One to watch

Movie: Clockstoppers

Our Rating: 3.00

Nickelodeon Movies proves how well it knows its market with "Clockstoppers," a sci-fi adventure that aims squarely for the heart of pubescent America -- and scores an unmitigated bull's-eye.

When high-schooler Zak Gibbs (Jesse Bradford) stumbles across a top-secret wristwatch that ushers its wearer onto a hyperfast plane of reality, his audience is treated to a panoply of truly special effects. At the touch of a button, Zak's metabolism speeds up to such a degree that the world around him appears to slow to a near-standstill. Streams of water hang precariously in the air and ostensibly stationary automobiles leave neon trails of implied nighttime movement.

The movie is more remarkable for these niftily executed gags than for its plot, familiar folderol that sets Zak on a mission to rescue his science-geek father (Robin Thomas) from an evil techno-magnate who is bent on controlling the timepiece's awesome capabilities. Anybody can write a story like this, but what separates "Clockstoppers" from the kid-action pack is how effectively it plays upon its audience's fantasies of power and affluence. Zak pines for a red Mustang convertible, and the movie establishes early on that he has a serious shot at acquiring it. He's also a whiz on the classy, pricey Gibson Flying V guitar he keeps in his bedroom. (Zak's mutant-blues riffs, however, are mere sorbet between the heaping courses of new-school punk served up on the movie's soundtrack.)

With cars, guitars and gadgets accounted for, there's one commodity left to pursue: babes. Our hero's earnest adventuring puts him in good with a luscious, underdressed Venezuelan schoolmate named Francesca (Paula Garc?s, playing the hottest foreign-exchange student since Fabiana Udenio in "Summer School").

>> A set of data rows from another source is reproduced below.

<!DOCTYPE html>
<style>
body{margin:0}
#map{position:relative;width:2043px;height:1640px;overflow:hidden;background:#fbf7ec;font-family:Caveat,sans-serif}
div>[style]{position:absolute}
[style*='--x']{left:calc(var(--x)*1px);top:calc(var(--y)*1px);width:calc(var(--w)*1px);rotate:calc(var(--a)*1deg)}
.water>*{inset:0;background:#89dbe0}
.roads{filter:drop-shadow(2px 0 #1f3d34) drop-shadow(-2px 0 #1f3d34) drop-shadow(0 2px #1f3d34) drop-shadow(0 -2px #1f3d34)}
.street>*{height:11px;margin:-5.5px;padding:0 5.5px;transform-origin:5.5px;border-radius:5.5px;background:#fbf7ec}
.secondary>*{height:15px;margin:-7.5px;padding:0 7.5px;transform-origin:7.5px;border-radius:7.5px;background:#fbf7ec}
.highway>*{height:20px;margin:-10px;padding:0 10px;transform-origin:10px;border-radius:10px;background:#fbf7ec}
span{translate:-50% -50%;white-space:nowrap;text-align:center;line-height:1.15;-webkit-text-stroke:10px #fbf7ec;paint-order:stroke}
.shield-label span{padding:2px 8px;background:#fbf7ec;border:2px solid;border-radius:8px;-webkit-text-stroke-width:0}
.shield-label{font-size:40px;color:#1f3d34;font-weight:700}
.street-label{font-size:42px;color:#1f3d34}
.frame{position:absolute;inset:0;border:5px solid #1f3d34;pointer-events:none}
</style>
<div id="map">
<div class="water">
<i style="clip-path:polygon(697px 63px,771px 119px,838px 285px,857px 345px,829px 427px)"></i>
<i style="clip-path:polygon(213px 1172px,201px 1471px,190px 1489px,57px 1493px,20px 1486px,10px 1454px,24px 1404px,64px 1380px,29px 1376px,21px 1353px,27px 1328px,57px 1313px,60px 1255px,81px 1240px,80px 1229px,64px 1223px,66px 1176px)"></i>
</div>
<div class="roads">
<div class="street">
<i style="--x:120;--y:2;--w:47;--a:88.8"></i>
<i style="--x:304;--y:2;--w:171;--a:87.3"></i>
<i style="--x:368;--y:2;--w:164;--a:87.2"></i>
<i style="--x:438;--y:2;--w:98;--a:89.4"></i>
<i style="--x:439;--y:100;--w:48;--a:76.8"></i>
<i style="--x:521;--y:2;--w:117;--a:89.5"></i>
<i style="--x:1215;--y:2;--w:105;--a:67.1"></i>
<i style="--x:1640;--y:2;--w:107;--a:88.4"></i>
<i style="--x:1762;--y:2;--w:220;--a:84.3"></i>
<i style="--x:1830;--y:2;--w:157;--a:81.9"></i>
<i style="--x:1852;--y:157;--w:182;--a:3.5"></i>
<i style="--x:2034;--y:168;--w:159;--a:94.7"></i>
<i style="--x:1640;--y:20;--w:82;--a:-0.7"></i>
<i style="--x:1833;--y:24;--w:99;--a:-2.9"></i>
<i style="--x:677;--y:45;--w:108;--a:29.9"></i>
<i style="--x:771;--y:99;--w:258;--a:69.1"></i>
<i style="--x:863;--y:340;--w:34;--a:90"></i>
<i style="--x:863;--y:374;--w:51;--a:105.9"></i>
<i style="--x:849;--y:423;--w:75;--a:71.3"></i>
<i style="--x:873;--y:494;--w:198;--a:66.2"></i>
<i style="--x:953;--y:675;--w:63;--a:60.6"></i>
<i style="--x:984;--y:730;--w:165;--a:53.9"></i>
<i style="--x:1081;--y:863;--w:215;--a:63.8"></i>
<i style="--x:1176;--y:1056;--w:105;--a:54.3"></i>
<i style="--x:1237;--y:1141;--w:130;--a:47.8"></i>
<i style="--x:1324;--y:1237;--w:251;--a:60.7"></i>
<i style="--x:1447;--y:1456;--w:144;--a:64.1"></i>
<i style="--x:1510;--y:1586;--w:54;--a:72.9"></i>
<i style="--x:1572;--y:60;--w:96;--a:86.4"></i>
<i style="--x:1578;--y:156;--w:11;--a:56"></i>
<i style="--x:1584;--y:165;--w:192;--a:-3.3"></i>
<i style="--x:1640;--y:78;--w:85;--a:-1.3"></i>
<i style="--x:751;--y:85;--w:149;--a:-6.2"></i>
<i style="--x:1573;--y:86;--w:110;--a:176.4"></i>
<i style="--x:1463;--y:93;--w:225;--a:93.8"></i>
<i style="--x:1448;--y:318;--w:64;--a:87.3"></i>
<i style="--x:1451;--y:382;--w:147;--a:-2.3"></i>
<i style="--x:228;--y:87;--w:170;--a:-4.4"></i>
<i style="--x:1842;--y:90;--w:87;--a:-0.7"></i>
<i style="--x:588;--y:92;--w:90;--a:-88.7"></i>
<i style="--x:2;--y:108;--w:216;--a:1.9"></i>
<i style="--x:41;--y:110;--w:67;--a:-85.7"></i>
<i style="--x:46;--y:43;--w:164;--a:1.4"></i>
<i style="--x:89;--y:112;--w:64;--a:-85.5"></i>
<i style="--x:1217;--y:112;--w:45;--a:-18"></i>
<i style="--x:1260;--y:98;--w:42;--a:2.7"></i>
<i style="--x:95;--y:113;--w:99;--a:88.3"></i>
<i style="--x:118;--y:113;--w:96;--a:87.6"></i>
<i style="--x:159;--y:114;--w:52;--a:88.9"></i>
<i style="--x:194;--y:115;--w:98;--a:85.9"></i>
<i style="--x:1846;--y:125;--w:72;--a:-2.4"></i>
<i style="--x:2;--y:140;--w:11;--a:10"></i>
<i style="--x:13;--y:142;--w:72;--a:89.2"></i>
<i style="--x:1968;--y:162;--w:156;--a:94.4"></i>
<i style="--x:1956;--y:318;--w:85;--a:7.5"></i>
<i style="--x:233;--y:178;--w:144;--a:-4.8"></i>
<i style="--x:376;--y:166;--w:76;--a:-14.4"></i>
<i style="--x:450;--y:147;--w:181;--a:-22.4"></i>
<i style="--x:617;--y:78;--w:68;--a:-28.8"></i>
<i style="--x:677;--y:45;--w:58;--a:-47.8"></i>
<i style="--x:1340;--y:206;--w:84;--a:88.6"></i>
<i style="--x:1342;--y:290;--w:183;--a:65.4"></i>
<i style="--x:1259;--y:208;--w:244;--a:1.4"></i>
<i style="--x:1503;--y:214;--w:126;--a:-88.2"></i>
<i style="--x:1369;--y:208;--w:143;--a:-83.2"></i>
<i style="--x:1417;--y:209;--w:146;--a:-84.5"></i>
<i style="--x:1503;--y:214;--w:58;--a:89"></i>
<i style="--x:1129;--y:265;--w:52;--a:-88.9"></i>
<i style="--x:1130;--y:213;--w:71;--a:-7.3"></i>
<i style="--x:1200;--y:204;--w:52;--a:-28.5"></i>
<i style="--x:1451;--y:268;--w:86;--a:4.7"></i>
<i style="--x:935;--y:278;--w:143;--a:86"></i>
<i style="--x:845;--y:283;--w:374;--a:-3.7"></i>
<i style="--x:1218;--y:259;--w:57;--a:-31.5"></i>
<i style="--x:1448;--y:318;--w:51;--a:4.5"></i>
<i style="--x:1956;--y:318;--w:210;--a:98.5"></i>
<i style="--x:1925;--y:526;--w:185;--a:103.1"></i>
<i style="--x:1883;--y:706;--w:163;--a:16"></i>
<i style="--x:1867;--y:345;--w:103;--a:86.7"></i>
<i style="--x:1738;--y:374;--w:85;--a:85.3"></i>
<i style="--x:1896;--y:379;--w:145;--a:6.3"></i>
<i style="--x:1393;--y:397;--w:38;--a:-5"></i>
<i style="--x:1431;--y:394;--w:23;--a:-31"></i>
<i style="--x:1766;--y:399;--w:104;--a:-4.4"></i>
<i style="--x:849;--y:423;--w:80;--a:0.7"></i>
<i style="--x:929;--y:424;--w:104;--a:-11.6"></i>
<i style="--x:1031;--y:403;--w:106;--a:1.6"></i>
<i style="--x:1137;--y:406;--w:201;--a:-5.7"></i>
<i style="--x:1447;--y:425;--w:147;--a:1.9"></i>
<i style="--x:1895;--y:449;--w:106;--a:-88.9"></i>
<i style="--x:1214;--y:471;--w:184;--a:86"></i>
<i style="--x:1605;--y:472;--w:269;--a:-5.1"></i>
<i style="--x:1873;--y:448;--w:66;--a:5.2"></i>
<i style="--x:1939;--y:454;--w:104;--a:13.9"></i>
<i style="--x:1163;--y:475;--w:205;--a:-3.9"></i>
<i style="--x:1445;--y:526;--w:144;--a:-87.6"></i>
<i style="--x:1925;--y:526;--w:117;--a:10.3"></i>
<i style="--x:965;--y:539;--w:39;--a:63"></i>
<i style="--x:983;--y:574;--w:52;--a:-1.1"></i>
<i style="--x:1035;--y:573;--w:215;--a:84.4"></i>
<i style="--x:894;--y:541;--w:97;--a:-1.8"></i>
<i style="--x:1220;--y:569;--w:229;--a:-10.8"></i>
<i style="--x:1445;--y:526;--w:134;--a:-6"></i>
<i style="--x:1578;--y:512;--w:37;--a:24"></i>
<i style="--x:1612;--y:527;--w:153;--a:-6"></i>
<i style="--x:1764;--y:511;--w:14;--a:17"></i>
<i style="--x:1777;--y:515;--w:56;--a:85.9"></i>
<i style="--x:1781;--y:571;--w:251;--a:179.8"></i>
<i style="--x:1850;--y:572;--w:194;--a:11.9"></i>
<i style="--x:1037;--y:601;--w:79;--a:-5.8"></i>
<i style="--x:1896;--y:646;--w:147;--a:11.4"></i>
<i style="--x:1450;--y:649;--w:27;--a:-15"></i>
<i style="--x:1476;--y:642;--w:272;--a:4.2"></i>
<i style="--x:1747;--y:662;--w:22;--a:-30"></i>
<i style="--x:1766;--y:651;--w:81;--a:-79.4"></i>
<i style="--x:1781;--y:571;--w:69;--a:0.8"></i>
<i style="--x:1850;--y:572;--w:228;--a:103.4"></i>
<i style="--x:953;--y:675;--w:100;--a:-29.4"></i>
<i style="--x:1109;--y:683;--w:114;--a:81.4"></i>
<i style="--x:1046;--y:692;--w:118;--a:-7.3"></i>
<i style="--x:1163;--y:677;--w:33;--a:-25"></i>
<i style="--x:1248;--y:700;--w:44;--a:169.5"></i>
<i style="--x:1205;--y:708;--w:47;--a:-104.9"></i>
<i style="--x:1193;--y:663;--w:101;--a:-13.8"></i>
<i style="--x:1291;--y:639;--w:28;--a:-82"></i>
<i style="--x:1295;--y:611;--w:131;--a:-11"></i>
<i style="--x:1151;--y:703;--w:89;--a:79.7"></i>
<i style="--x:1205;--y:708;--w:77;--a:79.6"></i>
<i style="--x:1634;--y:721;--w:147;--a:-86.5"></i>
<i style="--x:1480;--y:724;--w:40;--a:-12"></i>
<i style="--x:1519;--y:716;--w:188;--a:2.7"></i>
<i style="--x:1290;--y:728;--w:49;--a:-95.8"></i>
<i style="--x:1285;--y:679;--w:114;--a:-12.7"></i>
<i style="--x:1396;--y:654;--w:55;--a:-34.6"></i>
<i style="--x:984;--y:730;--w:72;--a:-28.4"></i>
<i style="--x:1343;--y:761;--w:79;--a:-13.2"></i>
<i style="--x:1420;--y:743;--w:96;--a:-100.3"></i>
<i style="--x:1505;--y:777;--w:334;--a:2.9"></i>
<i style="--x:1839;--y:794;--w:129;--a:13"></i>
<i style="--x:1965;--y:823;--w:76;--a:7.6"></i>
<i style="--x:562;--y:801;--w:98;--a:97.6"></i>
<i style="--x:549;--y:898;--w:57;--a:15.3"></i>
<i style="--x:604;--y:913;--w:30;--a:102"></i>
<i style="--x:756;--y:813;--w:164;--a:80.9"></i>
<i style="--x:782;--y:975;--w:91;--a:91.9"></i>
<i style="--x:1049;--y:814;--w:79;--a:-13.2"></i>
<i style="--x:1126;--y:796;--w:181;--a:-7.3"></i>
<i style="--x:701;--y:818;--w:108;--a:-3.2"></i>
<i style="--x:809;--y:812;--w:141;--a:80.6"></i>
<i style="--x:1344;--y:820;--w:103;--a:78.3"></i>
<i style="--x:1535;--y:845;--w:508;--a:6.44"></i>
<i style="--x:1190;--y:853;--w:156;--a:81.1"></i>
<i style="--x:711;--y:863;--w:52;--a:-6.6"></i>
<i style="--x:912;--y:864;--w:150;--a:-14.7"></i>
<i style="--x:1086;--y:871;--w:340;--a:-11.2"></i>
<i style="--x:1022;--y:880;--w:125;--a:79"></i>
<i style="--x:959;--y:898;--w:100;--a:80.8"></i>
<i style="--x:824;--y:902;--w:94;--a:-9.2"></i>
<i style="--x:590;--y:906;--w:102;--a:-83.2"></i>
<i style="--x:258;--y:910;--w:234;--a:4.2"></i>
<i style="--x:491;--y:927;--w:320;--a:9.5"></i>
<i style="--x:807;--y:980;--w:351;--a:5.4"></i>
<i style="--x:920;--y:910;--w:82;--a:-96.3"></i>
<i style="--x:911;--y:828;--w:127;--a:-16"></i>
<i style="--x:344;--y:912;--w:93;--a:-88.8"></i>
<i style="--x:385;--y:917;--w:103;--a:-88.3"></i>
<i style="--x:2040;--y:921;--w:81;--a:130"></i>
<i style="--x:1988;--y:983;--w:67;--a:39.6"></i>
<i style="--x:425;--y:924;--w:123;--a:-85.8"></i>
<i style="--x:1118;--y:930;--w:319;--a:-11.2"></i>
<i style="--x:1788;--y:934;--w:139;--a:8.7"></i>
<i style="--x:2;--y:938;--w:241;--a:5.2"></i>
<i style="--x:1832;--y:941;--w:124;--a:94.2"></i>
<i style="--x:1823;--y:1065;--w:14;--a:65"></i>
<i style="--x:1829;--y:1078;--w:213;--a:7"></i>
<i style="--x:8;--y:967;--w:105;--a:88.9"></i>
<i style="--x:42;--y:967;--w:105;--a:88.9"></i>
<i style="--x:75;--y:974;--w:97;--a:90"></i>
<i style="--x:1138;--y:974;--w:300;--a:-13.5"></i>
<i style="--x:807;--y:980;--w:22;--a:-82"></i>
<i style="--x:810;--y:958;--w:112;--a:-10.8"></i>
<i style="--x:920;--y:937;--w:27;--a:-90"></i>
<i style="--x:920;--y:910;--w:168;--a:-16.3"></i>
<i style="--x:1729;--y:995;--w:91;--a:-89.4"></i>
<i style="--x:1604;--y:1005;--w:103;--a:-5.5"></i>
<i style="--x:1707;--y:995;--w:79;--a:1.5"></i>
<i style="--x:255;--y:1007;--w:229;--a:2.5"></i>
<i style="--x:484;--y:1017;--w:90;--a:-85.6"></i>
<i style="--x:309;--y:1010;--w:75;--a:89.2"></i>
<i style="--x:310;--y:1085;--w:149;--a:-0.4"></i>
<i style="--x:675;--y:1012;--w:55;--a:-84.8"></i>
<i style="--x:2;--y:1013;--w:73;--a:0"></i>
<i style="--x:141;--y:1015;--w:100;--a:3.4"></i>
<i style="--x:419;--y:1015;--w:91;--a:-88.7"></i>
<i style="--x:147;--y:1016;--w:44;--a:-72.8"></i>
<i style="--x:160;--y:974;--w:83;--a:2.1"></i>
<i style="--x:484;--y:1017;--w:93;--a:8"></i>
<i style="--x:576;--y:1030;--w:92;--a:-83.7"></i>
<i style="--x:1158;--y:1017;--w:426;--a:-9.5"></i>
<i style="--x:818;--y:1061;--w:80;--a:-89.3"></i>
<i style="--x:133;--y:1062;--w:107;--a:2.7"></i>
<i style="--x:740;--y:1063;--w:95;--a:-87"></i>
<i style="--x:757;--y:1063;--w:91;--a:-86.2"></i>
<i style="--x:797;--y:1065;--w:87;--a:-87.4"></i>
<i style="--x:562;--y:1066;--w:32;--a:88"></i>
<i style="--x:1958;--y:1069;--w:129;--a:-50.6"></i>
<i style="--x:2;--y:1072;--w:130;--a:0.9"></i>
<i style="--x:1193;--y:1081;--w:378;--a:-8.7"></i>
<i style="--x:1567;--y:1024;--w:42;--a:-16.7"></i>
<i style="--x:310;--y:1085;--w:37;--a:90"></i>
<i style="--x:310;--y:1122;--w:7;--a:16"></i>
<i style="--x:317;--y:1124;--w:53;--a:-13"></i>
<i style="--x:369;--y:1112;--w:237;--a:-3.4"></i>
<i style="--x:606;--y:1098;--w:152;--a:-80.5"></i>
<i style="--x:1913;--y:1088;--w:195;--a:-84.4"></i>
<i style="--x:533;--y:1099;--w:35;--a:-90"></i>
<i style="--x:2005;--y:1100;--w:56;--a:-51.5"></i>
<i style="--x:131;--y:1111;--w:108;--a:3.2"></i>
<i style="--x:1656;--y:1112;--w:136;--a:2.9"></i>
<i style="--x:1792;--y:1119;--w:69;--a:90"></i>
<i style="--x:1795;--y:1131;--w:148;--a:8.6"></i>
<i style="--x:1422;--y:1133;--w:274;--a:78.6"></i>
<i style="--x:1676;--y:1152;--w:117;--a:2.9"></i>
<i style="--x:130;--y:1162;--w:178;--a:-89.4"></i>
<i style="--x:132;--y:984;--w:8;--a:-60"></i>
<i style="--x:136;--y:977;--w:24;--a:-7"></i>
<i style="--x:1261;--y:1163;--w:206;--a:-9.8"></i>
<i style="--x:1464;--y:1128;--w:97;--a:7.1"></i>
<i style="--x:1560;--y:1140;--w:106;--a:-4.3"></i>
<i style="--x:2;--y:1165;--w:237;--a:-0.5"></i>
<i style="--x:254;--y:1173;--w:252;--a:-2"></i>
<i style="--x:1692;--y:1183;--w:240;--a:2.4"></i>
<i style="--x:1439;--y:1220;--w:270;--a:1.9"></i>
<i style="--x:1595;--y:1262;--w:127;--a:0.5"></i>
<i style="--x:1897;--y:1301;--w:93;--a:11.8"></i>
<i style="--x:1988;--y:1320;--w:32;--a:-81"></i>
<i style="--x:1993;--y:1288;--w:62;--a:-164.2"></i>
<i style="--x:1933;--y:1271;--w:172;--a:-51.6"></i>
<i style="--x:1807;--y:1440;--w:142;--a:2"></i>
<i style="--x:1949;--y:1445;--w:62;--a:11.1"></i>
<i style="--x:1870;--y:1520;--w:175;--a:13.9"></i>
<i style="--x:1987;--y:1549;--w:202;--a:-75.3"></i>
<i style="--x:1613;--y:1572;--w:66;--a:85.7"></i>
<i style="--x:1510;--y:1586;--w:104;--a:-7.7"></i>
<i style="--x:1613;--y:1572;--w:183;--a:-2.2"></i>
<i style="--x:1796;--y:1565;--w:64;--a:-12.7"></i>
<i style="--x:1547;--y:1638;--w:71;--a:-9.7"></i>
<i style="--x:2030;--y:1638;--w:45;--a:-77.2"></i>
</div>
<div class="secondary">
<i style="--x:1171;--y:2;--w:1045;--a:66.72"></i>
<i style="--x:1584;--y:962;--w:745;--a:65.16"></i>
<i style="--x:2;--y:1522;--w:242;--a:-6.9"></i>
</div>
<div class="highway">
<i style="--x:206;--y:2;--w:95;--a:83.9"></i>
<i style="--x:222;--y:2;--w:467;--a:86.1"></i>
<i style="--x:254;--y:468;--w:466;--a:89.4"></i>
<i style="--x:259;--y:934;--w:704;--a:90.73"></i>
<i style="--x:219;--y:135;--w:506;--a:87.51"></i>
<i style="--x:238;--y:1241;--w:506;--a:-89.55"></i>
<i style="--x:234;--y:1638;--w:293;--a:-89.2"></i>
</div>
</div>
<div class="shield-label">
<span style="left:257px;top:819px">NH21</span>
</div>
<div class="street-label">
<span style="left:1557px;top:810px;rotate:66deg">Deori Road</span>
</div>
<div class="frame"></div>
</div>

As a character, Francesca represents unrepentant eye candy. One scene even shows her puttering around in a towel after emerging from a shower, in full view of male companions of two generations. Take any 12-year-old boy to see this picture, and he'll be your slave for a year.

You won't be bored to tears, either. The story is kept boiling by director Jonathan Frakes, whose involvement in the "Star Trek: The Next Generation" franchise has allowed him to work on both sides of the camera. Frakes' foray into non-Federation cinema is marked by scripted repartee that's actually superior to the dialogue in many action flicks made for "adults."

This is not to imply that "Clockstoppers" isn't inherently stupid; it's just far less stupid than most of its competition. I positively cringed at the pointless, time-wasting turntable battle between an obnoxious white DJ and Zak's token black bud, Meeker (Garikayi Mutambirwa). But even with such groaners acknowledged, there's plenty of honest fun here to blow a week's allowance on.